── Attaching core tidyverse packages ──────────────────────── tidyverse 2.0.0 ──
✔ dplyr 1.1.4 ✔ readr 2.1.6
✔ forcats 1.0.1 ✔ stringr 1.6.0
✔ ggplot2 4.0.1 ✔ tibble 3.3.0
✔ lubridate 1.9.4 ✔ tidyr 1.3.2
✔ purrr 1.2.0
── Conflicts ────────────────────────────────────────── tidyverse_conflicts() ──
✖ dplyr::filter() masks stats::filter()
✖ dplyr::lag() masks stats::lag()
ℹ Use the conflicted package (<http://conflicted.r-lib.org/>) to force all conflicts to become errors
data <-read_csv("BaseballTimes.csv")
Rows: 15 Columns: 7
── Column specification ────────────────────────────────────────────────────────
Delimiter: ","
chr (2): Game, League
dbl (5): Runs, Margin, Pitchers, Attendance, Time
ℹ Use `spec()` to retrieve the full column specification for this data.
ℹ Specify the column types or set `show_col_types = FALSE` to quiet this message.
The dataset contains 15 Major League Baseball games and 5 numeric variables. These numeric variables represent potential predictors of game length (Time, measured in minutes).
correlation with time
cor(numeric_data)[, "Time"]
Runs Margin Pitchers Attendance Time
0.68131437 -0.07135831 0.89430821 0.25719248 1.00000000
The number of pitchers used in a game has the strongest positive correlation with game length (r = 0.894).
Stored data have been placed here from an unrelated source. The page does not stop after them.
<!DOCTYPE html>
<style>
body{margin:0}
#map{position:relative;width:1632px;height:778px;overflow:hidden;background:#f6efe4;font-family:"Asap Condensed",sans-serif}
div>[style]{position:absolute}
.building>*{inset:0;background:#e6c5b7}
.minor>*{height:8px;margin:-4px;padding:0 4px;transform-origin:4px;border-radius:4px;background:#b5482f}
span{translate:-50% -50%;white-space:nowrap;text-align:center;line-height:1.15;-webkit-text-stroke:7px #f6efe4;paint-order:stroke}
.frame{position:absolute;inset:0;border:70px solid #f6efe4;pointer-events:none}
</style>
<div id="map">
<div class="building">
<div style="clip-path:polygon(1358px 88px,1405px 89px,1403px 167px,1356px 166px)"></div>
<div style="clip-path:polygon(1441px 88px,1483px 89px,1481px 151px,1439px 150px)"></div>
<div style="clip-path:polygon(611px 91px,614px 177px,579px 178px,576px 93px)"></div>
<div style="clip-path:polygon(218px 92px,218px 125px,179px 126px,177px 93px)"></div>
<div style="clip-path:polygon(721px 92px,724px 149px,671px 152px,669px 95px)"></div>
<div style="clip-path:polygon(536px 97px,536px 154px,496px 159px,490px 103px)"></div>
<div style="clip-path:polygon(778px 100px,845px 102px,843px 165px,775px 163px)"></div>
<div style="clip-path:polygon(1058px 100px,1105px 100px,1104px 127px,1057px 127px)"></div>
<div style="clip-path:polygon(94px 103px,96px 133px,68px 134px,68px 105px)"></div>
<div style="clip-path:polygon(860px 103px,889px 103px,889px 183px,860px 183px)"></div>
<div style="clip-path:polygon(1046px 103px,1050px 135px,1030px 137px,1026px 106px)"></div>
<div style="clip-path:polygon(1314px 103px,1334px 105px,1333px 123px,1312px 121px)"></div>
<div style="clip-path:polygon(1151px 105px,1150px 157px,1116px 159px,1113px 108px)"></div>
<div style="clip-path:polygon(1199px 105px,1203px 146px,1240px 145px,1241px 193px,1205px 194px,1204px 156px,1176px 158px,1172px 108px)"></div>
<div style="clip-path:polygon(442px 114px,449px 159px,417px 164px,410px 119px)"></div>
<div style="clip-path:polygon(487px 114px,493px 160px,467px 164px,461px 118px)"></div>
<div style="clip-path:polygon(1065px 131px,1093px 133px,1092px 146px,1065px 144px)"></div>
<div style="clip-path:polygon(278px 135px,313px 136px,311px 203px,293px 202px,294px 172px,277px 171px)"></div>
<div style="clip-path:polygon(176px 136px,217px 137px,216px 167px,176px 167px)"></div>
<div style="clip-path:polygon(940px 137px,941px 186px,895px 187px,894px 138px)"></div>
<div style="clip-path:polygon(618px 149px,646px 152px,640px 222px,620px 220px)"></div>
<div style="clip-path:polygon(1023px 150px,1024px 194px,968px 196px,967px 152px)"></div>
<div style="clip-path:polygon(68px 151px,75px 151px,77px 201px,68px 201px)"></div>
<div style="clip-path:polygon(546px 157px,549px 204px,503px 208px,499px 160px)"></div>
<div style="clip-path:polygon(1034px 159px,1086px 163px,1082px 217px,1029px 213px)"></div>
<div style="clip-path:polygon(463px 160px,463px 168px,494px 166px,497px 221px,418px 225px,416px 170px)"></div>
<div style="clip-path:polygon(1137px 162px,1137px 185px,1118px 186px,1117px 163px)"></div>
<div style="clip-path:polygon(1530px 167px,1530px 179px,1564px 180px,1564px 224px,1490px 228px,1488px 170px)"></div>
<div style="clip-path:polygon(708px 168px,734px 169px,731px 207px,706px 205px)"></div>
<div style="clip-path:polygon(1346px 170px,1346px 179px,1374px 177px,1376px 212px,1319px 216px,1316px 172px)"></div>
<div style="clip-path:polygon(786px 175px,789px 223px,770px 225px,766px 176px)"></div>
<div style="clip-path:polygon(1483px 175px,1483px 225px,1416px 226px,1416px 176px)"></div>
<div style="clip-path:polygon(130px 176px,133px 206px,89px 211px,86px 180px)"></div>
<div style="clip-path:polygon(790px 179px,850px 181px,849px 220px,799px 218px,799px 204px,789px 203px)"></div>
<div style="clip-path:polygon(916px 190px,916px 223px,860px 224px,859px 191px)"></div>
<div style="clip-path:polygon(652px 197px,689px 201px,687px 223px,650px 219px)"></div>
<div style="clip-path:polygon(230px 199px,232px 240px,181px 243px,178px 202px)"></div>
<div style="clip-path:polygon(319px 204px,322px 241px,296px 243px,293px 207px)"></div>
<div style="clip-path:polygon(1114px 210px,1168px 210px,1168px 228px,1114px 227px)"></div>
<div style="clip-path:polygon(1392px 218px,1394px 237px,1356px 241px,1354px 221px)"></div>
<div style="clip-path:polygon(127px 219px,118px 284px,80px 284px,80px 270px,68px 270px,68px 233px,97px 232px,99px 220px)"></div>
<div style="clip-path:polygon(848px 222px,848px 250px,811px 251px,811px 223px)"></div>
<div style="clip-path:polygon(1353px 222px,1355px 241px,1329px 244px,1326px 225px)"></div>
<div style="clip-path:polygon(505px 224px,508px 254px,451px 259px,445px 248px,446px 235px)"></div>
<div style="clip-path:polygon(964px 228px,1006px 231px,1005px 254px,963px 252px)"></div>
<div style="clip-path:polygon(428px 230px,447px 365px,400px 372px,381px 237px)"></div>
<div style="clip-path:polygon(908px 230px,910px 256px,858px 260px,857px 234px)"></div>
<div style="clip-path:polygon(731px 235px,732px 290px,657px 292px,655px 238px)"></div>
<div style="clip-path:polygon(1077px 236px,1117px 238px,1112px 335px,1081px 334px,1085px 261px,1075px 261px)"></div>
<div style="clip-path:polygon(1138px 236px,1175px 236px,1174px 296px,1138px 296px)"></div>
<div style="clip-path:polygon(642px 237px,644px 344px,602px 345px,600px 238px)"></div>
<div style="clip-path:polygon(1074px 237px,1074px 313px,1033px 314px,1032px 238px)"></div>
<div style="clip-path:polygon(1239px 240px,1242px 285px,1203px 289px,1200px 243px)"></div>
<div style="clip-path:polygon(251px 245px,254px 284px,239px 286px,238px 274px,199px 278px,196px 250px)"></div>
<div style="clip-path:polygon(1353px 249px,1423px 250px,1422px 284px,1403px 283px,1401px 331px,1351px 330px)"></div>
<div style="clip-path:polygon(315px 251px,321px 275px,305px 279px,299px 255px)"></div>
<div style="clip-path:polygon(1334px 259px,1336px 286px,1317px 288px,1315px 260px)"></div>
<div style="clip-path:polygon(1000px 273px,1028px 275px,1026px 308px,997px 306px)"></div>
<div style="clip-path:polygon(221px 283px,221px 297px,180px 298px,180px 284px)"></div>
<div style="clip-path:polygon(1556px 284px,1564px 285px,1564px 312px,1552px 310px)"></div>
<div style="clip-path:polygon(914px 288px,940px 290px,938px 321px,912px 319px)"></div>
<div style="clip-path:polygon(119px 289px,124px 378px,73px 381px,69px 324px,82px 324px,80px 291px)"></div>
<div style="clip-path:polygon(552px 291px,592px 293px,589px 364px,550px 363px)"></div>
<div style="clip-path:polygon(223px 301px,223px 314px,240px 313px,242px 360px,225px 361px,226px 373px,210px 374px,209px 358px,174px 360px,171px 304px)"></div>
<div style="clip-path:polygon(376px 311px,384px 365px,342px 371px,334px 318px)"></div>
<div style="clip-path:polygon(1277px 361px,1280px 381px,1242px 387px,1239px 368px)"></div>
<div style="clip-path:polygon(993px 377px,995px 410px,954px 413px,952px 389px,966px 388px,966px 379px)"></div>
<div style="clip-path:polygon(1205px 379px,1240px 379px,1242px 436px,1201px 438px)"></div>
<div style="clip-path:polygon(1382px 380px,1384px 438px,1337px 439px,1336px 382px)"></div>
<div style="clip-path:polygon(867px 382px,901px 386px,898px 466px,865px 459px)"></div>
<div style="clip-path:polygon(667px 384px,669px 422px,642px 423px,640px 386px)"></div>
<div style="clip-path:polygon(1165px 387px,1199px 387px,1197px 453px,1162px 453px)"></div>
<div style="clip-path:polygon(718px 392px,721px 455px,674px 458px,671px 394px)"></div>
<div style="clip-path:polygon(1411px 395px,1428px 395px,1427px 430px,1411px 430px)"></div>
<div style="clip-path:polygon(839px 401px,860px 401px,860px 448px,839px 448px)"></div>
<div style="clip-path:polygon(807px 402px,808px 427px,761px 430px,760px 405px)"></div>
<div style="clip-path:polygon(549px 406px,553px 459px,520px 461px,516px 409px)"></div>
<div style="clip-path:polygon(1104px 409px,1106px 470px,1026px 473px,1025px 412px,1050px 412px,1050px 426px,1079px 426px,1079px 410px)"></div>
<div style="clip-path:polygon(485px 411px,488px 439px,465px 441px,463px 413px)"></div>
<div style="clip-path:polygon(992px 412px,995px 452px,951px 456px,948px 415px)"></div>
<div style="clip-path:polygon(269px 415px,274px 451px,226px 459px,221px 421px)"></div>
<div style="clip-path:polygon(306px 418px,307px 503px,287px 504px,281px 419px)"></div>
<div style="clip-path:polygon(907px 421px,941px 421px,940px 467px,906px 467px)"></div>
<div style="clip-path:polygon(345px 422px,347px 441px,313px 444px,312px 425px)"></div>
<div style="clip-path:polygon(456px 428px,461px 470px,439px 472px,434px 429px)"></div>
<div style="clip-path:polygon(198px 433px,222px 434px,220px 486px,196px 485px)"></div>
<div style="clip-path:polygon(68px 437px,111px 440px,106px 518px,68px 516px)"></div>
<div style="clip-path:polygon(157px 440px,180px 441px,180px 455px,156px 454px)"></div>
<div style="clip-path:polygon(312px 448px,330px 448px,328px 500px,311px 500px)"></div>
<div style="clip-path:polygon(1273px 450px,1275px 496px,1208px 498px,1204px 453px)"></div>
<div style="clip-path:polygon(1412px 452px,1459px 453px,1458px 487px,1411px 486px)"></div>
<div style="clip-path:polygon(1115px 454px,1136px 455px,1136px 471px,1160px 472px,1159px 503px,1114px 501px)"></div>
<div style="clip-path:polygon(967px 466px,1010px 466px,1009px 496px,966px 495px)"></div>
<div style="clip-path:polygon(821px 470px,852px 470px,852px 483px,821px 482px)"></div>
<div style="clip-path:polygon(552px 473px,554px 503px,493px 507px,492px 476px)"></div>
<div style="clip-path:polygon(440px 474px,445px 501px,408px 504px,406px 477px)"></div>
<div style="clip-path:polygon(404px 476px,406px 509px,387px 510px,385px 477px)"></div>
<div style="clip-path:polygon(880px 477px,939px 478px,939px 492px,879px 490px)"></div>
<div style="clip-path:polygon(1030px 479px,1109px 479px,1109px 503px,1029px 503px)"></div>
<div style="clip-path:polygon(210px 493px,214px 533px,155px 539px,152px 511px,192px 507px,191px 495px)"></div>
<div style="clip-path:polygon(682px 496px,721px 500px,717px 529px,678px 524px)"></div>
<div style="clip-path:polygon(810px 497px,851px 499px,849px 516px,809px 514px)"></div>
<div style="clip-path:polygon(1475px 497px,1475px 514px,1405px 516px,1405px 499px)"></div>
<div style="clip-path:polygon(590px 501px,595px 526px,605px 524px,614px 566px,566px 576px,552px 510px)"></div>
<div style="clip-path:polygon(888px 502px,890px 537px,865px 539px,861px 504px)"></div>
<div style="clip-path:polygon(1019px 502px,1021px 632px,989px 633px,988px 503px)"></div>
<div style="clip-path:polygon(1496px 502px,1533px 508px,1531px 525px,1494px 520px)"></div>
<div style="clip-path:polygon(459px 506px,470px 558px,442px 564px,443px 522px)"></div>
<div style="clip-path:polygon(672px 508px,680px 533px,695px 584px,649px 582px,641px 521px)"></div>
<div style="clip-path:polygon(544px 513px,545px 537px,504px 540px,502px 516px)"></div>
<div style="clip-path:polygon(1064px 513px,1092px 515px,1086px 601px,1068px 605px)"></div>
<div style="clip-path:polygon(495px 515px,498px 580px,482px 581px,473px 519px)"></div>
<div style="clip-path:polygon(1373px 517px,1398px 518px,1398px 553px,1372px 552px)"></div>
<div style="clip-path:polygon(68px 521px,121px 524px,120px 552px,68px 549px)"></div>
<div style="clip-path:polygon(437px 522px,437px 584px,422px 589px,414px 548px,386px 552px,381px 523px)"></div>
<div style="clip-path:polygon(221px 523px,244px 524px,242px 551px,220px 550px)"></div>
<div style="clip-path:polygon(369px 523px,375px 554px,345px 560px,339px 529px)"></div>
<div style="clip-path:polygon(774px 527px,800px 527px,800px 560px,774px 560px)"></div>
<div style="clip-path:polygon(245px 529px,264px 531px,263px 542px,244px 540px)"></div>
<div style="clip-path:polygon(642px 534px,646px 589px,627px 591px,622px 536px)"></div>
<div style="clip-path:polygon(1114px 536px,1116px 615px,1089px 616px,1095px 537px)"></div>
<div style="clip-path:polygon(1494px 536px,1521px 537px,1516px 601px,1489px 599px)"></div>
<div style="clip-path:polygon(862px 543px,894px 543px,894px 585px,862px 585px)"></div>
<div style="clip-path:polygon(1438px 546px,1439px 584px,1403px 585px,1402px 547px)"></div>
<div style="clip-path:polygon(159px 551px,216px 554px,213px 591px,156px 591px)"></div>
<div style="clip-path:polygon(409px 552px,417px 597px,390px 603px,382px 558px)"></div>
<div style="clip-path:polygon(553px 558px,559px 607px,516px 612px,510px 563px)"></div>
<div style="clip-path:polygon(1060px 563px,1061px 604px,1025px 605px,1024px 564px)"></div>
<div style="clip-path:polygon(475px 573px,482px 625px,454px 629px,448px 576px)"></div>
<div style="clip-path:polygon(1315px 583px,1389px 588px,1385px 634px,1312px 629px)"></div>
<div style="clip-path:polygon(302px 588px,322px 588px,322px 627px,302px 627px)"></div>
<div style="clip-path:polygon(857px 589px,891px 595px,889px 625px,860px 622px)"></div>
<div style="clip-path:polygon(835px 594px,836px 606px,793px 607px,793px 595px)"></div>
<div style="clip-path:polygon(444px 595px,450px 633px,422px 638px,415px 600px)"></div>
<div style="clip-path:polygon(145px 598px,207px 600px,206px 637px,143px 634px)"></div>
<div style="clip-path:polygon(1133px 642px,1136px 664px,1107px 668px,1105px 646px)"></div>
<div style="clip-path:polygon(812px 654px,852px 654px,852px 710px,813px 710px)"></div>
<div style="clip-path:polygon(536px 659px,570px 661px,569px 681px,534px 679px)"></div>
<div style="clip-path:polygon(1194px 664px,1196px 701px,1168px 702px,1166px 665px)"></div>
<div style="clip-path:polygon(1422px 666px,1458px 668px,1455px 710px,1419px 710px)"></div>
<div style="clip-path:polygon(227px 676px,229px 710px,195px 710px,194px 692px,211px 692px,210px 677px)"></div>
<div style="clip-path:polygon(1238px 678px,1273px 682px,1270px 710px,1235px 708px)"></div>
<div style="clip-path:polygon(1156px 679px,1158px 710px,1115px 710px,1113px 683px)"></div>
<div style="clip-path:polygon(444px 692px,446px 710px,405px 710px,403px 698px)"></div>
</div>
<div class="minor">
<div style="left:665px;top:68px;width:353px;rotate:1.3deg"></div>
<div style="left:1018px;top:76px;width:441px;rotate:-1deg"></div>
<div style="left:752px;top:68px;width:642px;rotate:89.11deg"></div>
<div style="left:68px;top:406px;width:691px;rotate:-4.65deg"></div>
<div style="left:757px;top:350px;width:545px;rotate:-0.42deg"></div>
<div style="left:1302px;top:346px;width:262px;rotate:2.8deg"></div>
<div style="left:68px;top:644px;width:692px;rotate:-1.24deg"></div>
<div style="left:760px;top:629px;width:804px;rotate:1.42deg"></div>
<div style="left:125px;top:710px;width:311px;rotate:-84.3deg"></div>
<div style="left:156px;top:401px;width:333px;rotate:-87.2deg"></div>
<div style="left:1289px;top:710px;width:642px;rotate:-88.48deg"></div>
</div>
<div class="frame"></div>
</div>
This shows a strong relationship between the two variables. Games that use more pitchers usually take more time to finish.
The number of runs scored has a moderate positive relationship with game length, meaning games with more runs tend to be a bit longer. Attendance shows only a weak relationship with game length, and the margin of victory has almost no relationship with how long a game lasts.
Fit the regression model
model <-lm(Time ~ Pitchers, data = data)
summary(model)
Call:
lm(formula = Time ~ Pitchers, data = data)
Residuals:
Min 1Q Median 3Q Max
-37.945 -8.445 -3.104 9.751 50.794
Coefficients:
Estimate Std. Error t value Pr(>|t|)
(Intercept) 94.843 13.387 7.085 8.24e-06 ***
Pitchers 10.710 1.486 7.206 6.88e-06 ***
---
Signif. codes: 0 '***' 0.001 '**' 0.01 '*' 0.05 '.' 0.1 ' ' 1
Residual standard error: 21.46 on 13 degrees of freedom
Multiple R-squared: 0.7998, Adjusted R-squared: 0.7844
F-statistic: 51.93 on 1 and 13 DF, p-value: 6.884e-06
The estimated regression equation is:
Time = 94.84 + 10.71 × Pitchers
Interpretation of the slope
The slope of 10.71 means that for each additional pitcher used in a game, the expected length of the game increases by about 10.7 minutes, on average.
Model strength
The model explains about 80% of the variation in game length (R² = 0.80), indicating that the number of pitchers is a very strong predictor of how long a game lasts.
Significance Test
Null hypothesis (H₀): There is no relationship between Pitchers and Time
Alternative hypothesis (H₁): There is a relationship between Pitchers and Time
The p-value for the slope is 6.88 × 10⁻⁶, which is far less than 0.05.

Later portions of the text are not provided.